The mathematical Builtins perform mathematical operations on their input expressions, generating a result. Most commonly, you will use the mathematical functions to define converters which form the micro-logic of your model. Mathematical functions do a wide variety of operations, as detailed below.
The ABS function returns the absolute value of expression. Expression can be variable or constant.
Example:
ABS(-1) equals 1
The DERIVN function calculates the nth-order time derivative of input. Input can be variable or constant. Order must be a non-negative integer. The software uses a recursive finite difference technique to calculate time derivatives. The basic equation used in the calculation is:
dx/dt = (xt - x(t-dt))/dt
where t is current simulation time, and dt is DT, the simulation solution interval.
Because the DERIVN function uses previous values of input for its calculations, the function will return an initial value of 0.

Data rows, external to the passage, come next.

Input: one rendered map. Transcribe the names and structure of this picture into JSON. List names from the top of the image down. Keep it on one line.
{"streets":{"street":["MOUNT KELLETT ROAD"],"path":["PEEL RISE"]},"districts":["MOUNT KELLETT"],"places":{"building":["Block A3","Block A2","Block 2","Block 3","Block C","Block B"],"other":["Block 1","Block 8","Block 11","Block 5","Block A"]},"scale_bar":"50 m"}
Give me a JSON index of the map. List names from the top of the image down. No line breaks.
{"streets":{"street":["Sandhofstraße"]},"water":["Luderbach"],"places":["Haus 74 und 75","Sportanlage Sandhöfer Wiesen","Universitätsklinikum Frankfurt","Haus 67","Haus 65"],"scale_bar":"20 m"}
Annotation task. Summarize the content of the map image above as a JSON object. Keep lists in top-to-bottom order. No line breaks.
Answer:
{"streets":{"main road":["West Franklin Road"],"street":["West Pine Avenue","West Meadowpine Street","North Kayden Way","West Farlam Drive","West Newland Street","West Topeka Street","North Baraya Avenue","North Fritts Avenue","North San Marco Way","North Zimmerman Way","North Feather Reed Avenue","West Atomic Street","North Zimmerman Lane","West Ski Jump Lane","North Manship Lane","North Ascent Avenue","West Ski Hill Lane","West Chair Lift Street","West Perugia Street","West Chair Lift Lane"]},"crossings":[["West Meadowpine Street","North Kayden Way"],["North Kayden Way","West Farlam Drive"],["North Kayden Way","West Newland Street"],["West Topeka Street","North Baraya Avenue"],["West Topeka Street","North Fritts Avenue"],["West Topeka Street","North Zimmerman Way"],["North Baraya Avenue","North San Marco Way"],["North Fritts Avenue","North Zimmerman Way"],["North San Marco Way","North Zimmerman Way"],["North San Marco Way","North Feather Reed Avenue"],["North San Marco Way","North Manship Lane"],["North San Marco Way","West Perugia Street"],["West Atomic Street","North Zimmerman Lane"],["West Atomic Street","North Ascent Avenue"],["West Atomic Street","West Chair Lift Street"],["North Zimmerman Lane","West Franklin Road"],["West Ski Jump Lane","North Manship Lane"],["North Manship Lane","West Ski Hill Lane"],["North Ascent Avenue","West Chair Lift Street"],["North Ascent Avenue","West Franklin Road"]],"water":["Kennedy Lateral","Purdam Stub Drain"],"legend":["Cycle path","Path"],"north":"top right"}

Calculus cognoscenti will note that it is possible to use the chain rule to calculate dy/dx, where y and x are time-dependent model variables. Simply use the formula:
dy/dx = dy/dt ÷ dx/dt
Examples:
DERIVN(1,0) equals 1 (the zeroth-order derivative)
DERIVN(1,1) equals 0 (the first-order derivative)
DERIVN(SINWAVE(1,1),3) calculates the third-order derivative of a sine wave with period of 1 and amplitude of 1.
The EXP function gives e raised to the power of expression. Expression can be variable or constant. The base of the natural logarithm, e is also known as Euler's number. e is equal to 2.7182818... EXP is the inverse of the LOGN function (natural logarithm). To calculate powers of other bases, use the exponentiation operator (^).
Examples:
EXP(1) equals 2.7182818 (the value of Euler's constant)
EXP(LOGN(3)) equals 3
2^3 equals 8 (2 raised to the third power)
The INT function gives the largest integer less than or equal to expression. Expression can be variable or constant.
Because of the internal calculations associated with the Runge-Kutta methods, the INT function will not always return integer values when you use the 2nd- or 4th-order Runge-Kutta computation methods. When your model constructs rely on the INT function, be sure to use Euler's method.
Examples:
INT(8.9) equals 8
INT(-8.9) equals -9
The LOG10 function gives the base 10 logarithm of expression. Expression can be variable or constant. For LOG10 to be meaningful, expression must evaluate to a positive value. LOG10 is the inverse of the letter E in scientific notation, or base 10 exponentiation (10 raised to the power of expression).
Examples:
LOG10(10) equals 1
LOG10(1E5) equals 5
LOG10(8)/LOG10(2) equals 3 (the base 2 logarithm of 8)
LOG10(-10) returns ? (undefined for non-positive numbers)
The LOGN function calculates the natural logarithm of expression. Expression can be variable or constant. Natural logarithms use Euler's constant e, 2.7182818..., as a base. For LOGN to have meaningful results, expression must be positive. LOGN is the inverse of the EXP function, e raised to the power of expression.
Examples:
LOGN(2.7182818) equals 1
LOGN(EXP(3)) equals 3
LOGN(8)/LOGN(2) equals 3 (the base 2 logarithm of 8)
LOGN(-10) returns ? (undefined for non-positive numbers)
The MAX function gives the maximum value among the expressions contained within parentheses.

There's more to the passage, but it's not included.